*** Opening of GIVEN RECORDS ***
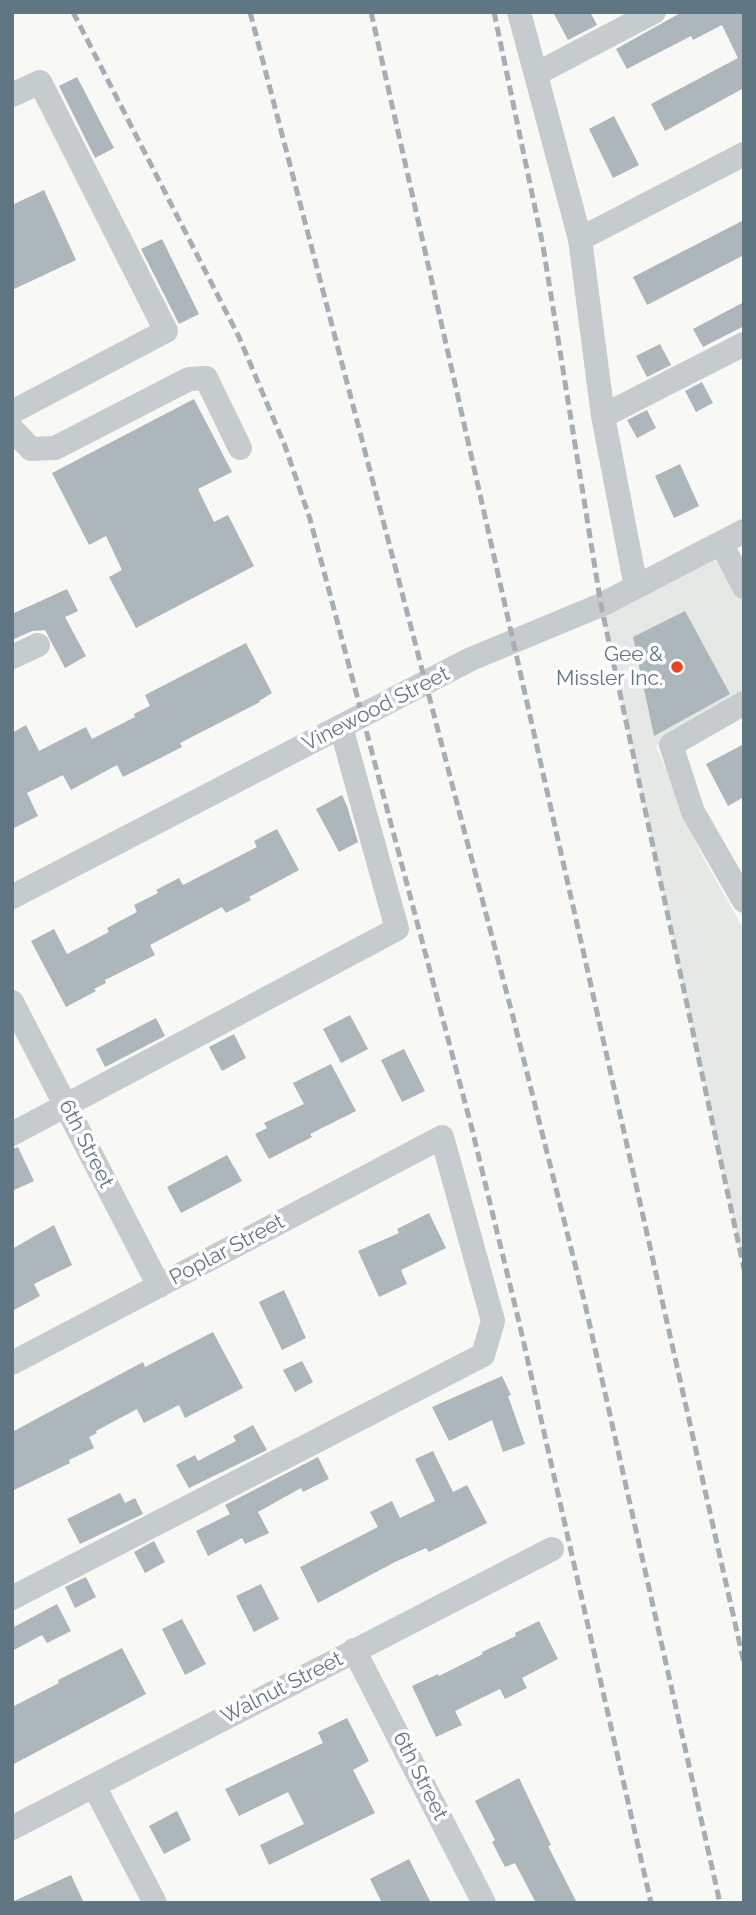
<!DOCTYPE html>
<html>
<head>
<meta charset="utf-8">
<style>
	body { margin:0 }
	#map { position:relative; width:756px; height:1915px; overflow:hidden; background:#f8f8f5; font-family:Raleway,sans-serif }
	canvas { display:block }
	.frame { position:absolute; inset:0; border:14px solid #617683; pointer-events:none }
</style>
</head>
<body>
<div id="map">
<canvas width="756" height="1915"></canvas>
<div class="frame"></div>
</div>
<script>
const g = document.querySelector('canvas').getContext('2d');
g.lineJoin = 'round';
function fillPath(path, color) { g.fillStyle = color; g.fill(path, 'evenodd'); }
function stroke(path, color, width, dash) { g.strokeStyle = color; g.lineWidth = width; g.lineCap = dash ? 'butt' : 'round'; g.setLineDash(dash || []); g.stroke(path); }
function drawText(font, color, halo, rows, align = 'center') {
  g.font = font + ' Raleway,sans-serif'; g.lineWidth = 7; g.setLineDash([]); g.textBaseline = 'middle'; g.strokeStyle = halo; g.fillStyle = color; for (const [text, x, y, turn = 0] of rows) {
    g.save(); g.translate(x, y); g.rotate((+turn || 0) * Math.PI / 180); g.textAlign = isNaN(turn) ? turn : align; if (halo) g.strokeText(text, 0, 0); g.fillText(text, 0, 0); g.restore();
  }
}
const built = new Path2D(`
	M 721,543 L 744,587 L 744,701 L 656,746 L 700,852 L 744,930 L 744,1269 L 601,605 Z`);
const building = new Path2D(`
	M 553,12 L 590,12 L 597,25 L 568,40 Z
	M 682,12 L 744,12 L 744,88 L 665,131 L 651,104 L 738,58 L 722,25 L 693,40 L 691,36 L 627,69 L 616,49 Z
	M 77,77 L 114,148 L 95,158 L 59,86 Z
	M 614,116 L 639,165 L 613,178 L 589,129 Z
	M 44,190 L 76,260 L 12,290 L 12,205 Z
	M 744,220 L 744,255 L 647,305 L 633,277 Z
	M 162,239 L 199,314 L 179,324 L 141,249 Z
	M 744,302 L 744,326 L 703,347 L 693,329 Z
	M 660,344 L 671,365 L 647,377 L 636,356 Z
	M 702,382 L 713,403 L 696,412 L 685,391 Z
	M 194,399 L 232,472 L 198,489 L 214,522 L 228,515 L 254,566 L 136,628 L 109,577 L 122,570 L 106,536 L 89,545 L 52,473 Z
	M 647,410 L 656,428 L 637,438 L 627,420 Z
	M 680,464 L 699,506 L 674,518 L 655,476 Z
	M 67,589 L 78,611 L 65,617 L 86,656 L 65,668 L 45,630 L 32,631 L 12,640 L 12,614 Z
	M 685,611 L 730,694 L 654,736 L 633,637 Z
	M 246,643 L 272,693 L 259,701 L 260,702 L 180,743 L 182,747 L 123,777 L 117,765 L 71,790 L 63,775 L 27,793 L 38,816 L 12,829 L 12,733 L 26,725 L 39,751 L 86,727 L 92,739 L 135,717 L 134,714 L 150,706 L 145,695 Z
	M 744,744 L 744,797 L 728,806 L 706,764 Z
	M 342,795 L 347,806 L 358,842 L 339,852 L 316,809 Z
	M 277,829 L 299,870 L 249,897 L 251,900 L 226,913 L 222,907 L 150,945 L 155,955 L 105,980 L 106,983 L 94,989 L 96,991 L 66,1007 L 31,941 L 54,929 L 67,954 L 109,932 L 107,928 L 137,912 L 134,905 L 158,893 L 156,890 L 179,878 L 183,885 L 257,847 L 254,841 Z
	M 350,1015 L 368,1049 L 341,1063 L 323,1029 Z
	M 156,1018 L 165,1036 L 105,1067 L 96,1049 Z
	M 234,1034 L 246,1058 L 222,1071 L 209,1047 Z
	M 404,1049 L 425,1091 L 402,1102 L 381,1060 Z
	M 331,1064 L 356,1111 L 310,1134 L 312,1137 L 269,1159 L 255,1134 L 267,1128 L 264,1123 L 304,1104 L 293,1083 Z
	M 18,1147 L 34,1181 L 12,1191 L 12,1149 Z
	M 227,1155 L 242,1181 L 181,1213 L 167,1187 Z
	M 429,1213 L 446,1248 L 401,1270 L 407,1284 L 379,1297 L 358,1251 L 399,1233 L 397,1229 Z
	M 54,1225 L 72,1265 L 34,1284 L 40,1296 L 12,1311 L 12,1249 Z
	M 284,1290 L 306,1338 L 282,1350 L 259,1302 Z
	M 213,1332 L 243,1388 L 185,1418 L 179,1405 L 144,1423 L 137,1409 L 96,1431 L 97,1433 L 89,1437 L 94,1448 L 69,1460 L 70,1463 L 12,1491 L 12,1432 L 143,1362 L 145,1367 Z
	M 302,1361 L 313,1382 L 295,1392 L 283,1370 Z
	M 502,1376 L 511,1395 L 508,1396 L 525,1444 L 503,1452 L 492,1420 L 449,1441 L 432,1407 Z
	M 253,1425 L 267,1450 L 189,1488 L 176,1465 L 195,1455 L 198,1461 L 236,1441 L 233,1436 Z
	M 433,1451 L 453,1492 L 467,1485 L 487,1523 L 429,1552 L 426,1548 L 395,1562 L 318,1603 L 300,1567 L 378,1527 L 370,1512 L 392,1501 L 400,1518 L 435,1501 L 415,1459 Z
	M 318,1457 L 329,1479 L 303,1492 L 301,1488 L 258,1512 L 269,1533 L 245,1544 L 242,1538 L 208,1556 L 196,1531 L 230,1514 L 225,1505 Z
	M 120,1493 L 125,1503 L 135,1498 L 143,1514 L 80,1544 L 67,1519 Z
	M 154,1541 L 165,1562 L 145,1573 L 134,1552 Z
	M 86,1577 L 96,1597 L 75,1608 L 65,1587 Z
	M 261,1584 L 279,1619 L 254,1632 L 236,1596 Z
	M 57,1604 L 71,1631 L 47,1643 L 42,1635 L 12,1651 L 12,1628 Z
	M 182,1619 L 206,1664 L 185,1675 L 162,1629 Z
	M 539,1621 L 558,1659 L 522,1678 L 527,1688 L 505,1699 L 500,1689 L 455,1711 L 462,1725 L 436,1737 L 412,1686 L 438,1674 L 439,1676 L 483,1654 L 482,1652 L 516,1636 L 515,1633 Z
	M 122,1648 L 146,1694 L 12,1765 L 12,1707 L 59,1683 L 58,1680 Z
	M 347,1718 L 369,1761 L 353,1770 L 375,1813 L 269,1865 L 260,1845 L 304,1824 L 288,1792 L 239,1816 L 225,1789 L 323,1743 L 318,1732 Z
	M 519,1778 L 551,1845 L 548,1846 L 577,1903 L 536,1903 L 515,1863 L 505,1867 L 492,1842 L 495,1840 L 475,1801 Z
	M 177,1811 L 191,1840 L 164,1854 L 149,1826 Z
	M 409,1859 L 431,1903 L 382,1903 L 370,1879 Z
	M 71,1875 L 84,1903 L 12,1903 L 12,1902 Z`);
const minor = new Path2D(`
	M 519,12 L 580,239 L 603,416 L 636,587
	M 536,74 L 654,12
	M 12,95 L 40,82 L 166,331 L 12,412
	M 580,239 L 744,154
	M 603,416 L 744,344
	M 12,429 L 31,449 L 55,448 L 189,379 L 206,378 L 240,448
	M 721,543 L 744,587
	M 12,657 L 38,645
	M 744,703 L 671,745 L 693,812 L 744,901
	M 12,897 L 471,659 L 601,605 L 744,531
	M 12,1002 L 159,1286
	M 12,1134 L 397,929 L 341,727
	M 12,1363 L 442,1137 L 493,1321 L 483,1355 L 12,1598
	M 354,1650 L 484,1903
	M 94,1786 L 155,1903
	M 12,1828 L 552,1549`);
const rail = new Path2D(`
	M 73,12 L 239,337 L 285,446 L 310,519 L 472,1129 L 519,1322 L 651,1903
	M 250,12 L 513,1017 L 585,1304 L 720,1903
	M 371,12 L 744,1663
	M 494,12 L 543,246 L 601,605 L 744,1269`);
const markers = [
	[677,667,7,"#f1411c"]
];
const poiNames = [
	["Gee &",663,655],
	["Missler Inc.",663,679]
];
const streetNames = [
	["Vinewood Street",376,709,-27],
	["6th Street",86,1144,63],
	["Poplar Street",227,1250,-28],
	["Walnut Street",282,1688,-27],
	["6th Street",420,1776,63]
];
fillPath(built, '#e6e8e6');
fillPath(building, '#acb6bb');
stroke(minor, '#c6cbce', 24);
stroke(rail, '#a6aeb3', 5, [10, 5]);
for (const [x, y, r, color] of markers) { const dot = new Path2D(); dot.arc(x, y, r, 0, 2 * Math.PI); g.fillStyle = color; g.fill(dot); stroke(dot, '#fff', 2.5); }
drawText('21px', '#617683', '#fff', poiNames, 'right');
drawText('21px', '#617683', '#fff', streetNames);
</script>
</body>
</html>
*** Close of GIVEN RECORDS ***
Look for the word "align" in the listing above, and copy every line where you find it.

## EXERCISE RESPONSE:
function drawText(font, color, halo, rows, align = 'center') {
    g.save(); g.translate(x, y); g.rotate((+turn || 0) * Math.PI / 180); g.textAlign = isNaN(turn) ? turn : align; if (halo) g.strokeText(text, 0, 0); g.fillText(text, 0, 0); g.restore();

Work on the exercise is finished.